■ Problem requirements ■
Go over each line of the entries below, count those with "turn", and give only the count.

■ Record set ■
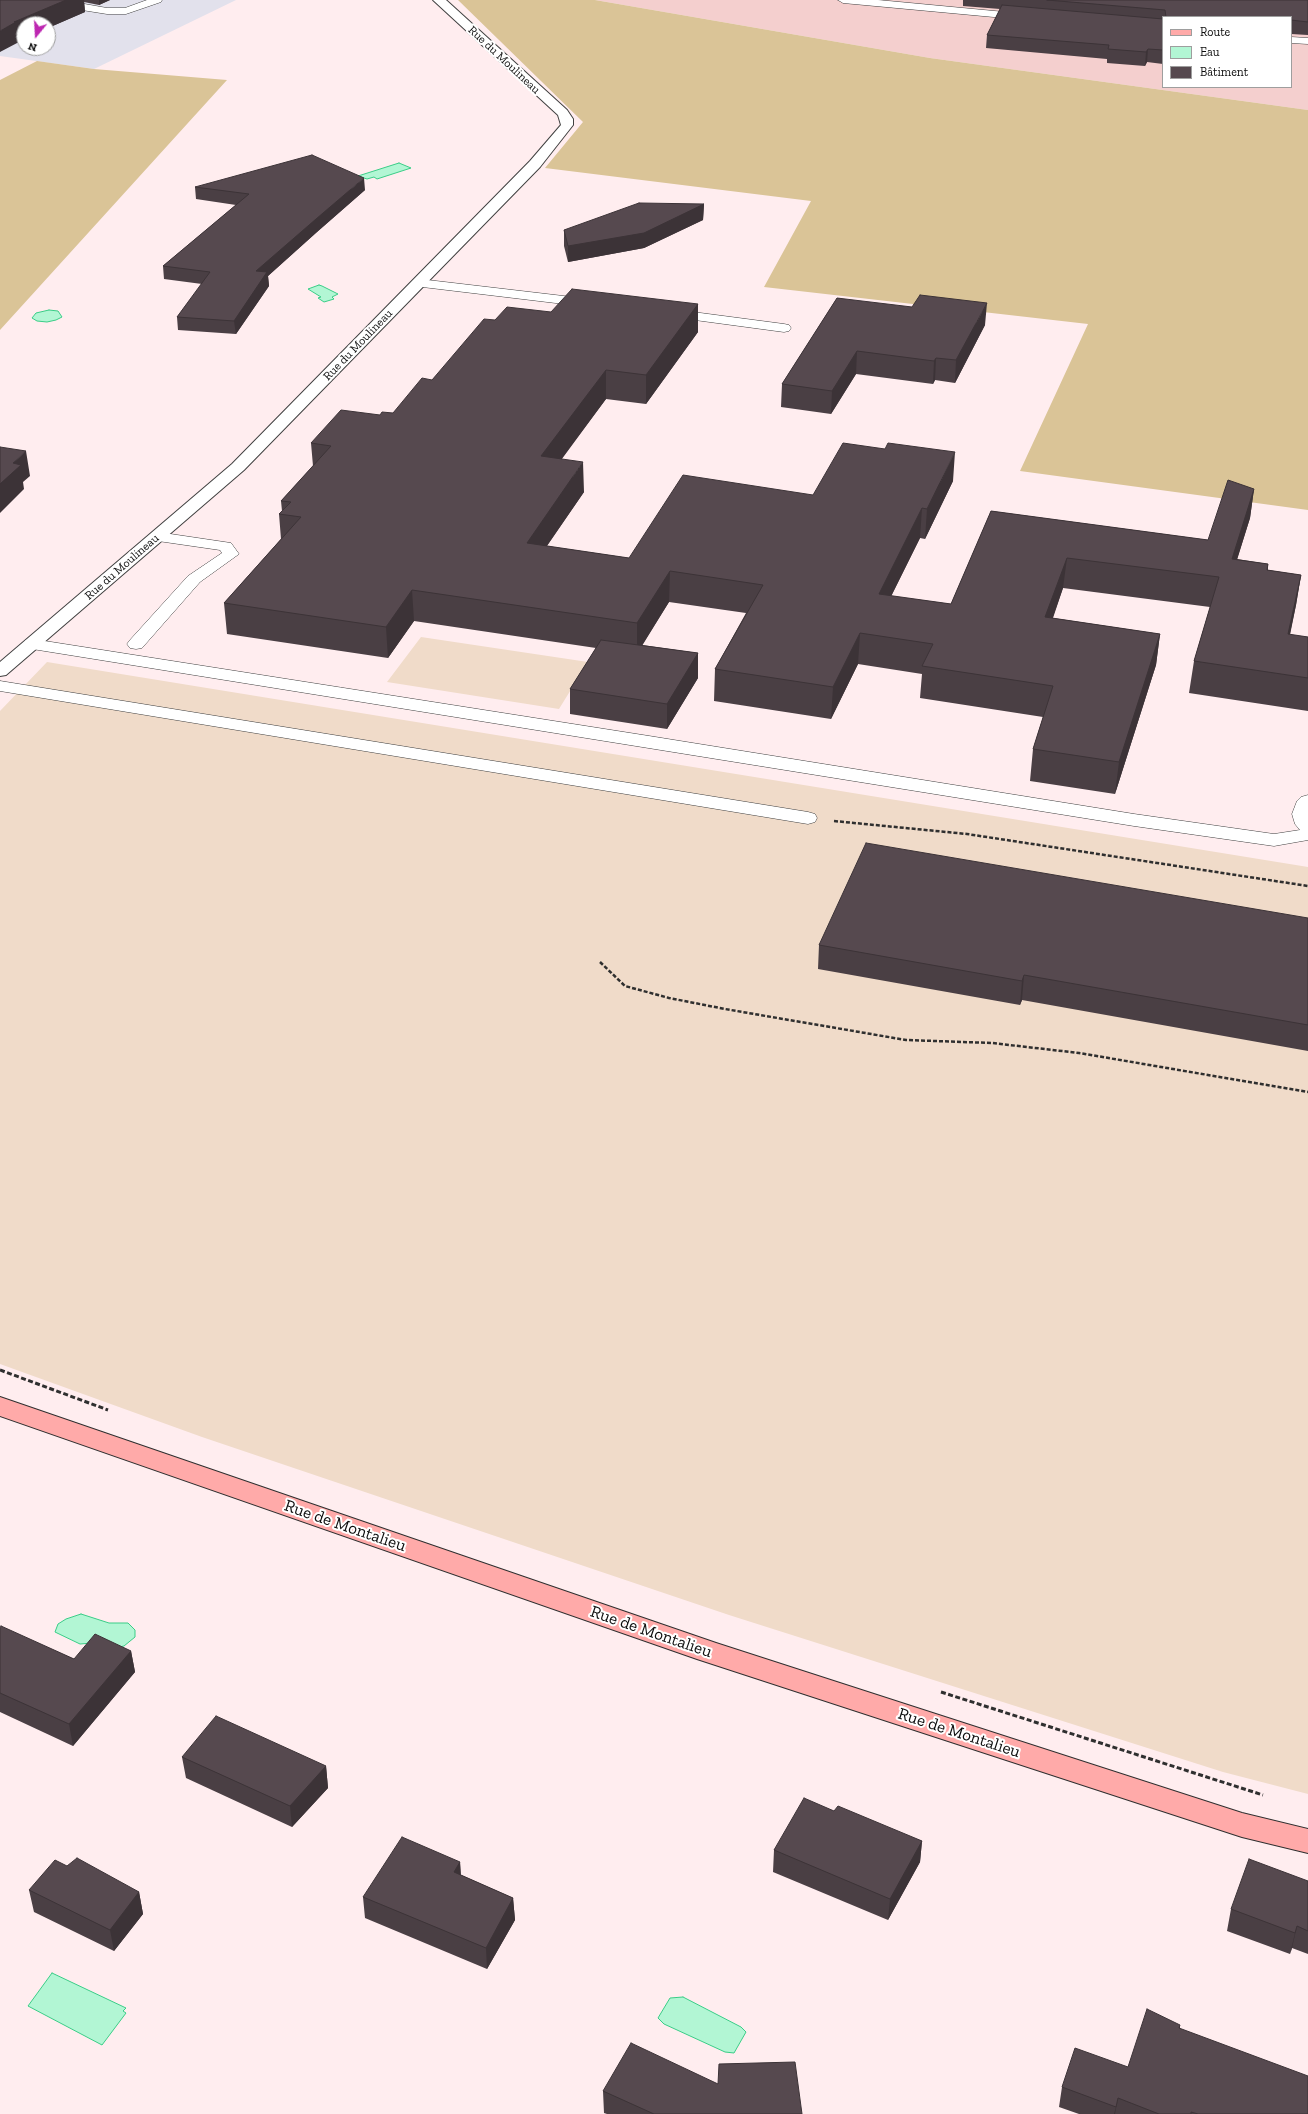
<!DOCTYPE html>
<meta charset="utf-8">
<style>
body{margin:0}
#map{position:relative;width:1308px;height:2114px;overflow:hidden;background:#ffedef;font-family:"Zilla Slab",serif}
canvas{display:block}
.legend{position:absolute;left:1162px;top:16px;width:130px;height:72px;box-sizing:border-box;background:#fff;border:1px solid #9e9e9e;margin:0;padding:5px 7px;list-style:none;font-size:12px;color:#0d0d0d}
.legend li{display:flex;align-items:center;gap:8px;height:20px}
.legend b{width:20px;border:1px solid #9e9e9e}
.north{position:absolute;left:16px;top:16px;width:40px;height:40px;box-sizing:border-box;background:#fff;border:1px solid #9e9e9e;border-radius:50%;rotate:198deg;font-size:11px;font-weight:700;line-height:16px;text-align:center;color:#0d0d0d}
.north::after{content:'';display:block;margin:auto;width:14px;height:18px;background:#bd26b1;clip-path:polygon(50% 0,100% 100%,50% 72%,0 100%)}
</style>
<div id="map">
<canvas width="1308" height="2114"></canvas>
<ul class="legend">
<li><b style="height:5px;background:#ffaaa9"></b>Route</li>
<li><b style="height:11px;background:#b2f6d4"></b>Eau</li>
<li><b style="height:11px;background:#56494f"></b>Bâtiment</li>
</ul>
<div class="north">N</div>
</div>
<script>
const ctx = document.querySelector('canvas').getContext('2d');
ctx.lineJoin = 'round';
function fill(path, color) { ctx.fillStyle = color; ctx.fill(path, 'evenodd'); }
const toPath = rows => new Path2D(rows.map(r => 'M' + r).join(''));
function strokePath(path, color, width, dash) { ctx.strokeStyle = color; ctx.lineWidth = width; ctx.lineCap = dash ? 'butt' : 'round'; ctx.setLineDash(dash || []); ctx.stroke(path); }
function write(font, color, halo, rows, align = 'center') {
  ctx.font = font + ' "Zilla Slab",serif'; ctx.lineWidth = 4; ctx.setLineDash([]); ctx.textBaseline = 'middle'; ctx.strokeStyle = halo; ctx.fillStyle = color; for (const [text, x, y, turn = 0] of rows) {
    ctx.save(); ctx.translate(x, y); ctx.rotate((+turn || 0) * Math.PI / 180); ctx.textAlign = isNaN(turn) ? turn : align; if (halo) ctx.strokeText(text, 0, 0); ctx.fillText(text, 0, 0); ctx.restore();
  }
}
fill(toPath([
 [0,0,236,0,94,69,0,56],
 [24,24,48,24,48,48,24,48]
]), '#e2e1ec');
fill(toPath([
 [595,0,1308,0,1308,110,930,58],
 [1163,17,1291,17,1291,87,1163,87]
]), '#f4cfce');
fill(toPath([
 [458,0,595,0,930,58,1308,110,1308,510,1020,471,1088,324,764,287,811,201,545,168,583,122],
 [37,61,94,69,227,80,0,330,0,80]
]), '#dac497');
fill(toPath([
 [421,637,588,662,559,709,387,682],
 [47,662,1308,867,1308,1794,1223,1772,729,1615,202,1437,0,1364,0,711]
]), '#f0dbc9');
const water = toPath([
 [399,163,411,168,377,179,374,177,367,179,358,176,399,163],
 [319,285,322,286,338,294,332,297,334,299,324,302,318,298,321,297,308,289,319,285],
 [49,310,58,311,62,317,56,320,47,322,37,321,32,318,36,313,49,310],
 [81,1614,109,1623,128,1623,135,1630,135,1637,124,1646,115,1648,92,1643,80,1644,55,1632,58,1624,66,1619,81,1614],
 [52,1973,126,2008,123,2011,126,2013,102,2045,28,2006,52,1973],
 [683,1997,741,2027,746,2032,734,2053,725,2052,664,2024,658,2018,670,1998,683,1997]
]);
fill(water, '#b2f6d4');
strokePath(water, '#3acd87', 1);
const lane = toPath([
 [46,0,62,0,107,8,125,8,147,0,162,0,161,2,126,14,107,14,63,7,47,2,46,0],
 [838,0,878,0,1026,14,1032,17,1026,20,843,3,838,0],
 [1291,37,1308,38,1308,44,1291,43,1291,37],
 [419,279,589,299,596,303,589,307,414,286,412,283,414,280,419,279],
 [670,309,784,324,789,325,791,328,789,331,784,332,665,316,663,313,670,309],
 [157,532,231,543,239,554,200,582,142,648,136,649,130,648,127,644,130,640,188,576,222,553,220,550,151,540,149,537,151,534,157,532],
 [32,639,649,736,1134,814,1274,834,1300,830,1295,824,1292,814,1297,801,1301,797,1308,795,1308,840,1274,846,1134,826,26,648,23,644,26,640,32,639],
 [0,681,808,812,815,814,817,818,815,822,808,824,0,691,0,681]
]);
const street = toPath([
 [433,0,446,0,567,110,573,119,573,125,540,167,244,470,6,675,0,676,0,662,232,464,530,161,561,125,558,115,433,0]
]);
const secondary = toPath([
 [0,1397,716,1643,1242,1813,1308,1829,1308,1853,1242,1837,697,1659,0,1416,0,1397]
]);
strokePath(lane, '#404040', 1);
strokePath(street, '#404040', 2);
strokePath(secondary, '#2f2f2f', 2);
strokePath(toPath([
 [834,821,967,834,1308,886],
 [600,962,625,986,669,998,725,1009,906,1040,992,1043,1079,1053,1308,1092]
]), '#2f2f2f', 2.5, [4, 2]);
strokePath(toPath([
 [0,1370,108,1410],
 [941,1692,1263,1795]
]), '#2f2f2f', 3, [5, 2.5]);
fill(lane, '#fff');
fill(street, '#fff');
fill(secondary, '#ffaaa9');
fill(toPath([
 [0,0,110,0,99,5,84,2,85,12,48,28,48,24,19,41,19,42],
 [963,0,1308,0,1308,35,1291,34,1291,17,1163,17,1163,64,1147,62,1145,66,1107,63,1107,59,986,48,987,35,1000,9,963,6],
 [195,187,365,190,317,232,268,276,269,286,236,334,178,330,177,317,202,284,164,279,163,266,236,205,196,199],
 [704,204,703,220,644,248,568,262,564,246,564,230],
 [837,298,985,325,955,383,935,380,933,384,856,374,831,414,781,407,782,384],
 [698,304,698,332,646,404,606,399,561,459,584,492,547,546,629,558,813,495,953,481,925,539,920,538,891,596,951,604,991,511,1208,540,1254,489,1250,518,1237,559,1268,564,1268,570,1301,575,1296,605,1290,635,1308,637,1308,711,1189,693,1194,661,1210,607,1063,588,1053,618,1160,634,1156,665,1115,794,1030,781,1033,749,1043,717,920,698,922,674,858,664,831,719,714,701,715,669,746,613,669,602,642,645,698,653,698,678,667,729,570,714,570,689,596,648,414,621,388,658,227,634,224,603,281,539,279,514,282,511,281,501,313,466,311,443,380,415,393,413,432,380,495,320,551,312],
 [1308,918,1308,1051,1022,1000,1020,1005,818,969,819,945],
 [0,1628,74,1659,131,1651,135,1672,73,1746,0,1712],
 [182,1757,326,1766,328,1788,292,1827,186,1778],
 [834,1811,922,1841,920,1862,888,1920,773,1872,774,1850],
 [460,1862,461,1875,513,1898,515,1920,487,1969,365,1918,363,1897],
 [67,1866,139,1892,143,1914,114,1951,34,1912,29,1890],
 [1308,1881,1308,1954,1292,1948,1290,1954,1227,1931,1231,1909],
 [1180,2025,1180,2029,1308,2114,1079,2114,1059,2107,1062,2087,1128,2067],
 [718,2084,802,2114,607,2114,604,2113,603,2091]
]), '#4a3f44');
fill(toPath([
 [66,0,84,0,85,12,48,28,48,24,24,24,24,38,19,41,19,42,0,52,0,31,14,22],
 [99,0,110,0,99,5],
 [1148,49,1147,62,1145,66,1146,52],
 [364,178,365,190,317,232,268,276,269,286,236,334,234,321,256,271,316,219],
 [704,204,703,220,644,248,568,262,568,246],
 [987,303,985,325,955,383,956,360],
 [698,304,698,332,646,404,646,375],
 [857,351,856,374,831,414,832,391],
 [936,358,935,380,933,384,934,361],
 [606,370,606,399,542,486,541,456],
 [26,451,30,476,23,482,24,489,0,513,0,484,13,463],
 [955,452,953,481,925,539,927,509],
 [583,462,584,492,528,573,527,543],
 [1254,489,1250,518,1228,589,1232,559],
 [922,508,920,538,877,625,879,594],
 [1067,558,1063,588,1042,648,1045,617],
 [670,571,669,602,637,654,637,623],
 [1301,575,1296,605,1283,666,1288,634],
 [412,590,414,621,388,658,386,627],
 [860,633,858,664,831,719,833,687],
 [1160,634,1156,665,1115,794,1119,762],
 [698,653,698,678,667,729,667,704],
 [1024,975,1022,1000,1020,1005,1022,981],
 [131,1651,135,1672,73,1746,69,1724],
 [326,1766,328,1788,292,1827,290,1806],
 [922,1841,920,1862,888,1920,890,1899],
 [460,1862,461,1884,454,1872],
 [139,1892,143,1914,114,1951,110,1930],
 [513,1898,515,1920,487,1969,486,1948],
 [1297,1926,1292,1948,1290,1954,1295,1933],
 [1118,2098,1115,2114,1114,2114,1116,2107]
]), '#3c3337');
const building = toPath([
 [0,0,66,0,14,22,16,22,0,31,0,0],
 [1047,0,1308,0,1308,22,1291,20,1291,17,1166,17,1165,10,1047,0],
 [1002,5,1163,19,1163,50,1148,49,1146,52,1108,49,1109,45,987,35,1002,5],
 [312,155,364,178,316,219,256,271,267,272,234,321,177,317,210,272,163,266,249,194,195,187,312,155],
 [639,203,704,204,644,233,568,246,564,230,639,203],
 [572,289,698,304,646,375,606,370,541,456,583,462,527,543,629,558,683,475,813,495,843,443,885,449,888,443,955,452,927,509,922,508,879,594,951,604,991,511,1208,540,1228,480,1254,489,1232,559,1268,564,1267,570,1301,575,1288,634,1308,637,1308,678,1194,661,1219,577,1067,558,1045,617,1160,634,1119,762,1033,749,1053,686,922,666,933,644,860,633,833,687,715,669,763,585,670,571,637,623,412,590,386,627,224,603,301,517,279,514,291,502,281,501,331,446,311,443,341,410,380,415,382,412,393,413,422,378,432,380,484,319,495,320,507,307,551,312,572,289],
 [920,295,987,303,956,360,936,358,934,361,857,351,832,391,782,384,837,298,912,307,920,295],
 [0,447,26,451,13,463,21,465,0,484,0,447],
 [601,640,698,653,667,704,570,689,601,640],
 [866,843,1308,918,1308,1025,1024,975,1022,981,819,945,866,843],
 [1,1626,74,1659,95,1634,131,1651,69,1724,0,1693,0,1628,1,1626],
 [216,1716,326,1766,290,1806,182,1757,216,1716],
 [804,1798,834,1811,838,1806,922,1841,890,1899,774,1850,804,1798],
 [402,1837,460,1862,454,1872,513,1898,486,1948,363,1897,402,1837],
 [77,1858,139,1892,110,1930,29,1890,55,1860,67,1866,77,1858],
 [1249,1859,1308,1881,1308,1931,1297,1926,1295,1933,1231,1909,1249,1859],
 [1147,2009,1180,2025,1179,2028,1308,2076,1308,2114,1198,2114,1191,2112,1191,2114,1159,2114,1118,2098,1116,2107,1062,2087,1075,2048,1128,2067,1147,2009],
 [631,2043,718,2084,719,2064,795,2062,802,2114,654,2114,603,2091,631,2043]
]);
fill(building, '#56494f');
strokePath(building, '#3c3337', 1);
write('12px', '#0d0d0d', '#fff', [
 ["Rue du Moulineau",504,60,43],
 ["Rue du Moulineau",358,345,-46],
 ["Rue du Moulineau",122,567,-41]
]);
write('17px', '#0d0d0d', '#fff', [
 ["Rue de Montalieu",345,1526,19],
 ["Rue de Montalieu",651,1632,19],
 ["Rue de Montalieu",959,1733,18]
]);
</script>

■ Answer ■
2